By Jeff Pfeiffer
When Wonder Woman hit the big screen in 2017 to international blockbuster success, it shattered the notions some people had that a female-led superhero movie directed by a woman could not be popular.
But the film also had a meaningful impact on certain viewers, with its hero, Diana — as embodied by star Gal Gadot — instantly becoming an influential role model to girls and young women around the world and inspiring them to unabashedly embrace their own strengths, abilities and powers to do good.
“With great power comes great responsibility” is a familiar theme in superhero tales, and Gadot has embraced this adage, not just through her onscreen character, but also in her capacity as one of the world’s most recognizable actresses and producers.
Realizing the impact she could continue to have on those who have been inspired by her character, Gadot has been using the offscreen superpower of her celebrity to further recognize and encourage them.
You’ll see an especially notable way the actress has been doing this in the documentary IMPACT With Gal Gadot. The film, on which Gadot is an executive producer, is a full-length collection of six short-form documentaries that aired on the network’s YouTube channel earlier this year, each one with an introduction by Gadot and chronicling the powerful story of a woman making an extraordinary impact on her community. The women featured in each story come from very different backgrounds — across Brazil, Puerto Rico, Michigan, California, Louisiana and Tennessee — yet they are all connected by their determination and commitment to improving the lives of the people around them.

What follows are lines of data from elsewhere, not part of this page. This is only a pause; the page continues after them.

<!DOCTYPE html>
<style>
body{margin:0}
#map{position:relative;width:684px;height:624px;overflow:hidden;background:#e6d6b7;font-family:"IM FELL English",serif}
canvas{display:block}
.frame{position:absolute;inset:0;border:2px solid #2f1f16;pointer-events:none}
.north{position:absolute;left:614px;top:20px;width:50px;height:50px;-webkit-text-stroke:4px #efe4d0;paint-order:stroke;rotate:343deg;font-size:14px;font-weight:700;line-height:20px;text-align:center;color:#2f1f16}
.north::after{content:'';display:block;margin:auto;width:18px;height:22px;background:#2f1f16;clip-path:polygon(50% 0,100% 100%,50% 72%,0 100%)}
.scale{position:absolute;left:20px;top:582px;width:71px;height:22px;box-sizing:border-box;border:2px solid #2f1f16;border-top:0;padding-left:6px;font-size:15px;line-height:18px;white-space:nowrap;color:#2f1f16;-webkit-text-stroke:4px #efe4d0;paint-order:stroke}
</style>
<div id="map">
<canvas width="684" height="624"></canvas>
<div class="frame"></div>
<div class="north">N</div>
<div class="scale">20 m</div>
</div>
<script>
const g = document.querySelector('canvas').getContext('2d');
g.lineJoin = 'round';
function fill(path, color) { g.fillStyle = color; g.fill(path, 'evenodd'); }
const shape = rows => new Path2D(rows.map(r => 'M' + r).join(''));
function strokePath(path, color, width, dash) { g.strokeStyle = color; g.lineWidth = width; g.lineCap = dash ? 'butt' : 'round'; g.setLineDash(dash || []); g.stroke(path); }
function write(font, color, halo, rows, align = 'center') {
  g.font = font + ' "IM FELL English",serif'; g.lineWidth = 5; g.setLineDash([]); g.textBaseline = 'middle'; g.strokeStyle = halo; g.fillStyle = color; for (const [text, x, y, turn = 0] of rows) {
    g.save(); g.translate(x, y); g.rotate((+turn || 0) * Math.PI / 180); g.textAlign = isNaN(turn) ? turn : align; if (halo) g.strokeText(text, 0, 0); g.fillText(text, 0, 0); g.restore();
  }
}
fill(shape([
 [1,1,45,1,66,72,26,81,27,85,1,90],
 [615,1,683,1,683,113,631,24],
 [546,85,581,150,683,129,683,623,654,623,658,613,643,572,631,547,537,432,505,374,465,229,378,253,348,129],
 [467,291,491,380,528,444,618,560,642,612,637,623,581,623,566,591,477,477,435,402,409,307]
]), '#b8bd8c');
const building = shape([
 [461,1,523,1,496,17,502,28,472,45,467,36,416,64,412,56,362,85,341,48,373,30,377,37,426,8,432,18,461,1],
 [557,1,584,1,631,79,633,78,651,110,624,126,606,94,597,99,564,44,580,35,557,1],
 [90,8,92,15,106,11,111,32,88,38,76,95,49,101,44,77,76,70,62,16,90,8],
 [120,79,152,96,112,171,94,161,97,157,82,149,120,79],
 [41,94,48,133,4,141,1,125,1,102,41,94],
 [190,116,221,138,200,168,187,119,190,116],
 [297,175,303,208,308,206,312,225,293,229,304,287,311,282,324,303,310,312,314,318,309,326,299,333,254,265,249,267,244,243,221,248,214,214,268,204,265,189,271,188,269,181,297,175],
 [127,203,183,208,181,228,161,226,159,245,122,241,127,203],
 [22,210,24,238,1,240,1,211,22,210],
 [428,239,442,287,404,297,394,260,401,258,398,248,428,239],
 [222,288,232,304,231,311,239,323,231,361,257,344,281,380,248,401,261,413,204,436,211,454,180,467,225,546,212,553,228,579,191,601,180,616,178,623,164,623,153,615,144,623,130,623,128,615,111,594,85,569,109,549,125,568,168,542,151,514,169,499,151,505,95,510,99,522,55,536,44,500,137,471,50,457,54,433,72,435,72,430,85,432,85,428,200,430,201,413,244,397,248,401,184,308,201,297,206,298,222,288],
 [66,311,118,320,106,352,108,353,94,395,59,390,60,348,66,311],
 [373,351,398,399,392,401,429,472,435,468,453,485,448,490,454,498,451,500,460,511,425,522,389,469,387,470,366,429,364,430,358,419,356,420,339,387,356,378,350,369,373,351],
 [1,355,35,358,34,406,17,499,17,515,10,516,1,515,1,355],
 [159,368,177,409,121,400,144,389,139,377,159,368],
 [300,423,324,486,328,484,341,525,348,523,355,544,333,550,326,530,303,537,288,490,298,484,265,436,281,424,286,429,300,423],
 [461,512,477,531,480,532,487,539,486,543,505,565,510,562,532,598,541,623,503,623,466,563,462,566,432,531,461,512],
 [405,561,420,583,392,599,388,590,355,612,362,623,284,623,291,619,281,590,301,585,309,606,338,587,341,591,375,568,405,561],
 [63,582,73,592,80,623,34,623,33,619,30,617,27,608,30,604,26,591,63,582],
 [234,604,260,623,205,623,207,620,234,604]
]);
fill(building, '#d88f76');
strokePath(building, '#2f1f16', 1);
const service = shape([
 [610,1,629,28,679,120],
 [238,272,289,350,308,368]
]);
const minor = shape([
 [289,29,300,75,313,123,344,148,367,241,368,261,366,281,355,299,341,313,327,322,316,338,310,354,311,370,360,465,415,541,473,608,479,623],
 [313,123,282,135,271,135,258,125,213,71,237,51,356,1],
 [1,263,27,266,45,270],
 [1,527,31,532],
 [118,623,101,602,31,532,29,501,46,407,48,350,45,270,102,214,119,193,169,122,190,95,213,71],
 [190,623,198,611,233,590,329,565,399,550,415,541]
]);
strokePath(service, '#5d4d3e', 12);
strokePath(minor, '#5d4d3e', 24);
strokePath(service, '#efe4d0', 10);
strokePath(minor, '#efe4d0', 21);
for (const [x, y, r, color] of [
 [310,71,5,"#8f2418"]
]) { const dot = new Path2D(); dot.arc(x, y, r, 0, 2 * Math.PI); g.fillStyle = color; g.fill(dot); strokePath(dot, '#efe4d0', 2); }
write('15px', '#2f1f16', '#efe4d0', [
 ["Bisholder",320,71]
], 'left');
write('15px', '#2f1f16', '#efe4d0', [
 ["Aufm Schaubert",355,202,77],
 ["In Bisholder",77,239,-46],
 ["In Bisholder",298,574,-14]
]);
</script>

“After [I did] Wonder Woman,” Gadot says, “I felt like I had such a big reach to people, and I just wanted to do something good, to use my reach and my platforms to shed light on these amazing, incredible women’s stories [and] maybe ignite something in them and create a movement of people that just want to do good to the world.
“I think that with all these women [in IMPACT], what we can see is that all of them come from difficult circumstances, whether it’s violence, poverty, trauma, discrimination, natural disasters. And yet, it fuels them. It gives them more power to dare, to dream, to change, to speak up and to really make a change in their communities.”
That change comes in the form of everything from a 20-year-old figure skating coach empowering young Black girls on and off the ice in Detroit; to a 19-year-old Puerto Rican woman leading a team of college students whose invention of a water filtration system is finally giving residents clean drinking water in the wake of Hurricane Maria in 2017; to a 23-year-old ballet dancer running a dance company for young girls in the middle of one of Rio de Janeiro’s most dangerous favelas; and more.
“I keep on calling them my Women of Wonder,” Gadot says of the subjects featured in IMPACT, “because they are the true heroes. I go to set, and I get dressed, and I get my costume and sword and everything, and I fight, but [it’s] make-believe. They actually are there on the ground, sweating and doing all they can to really make the world a better place.”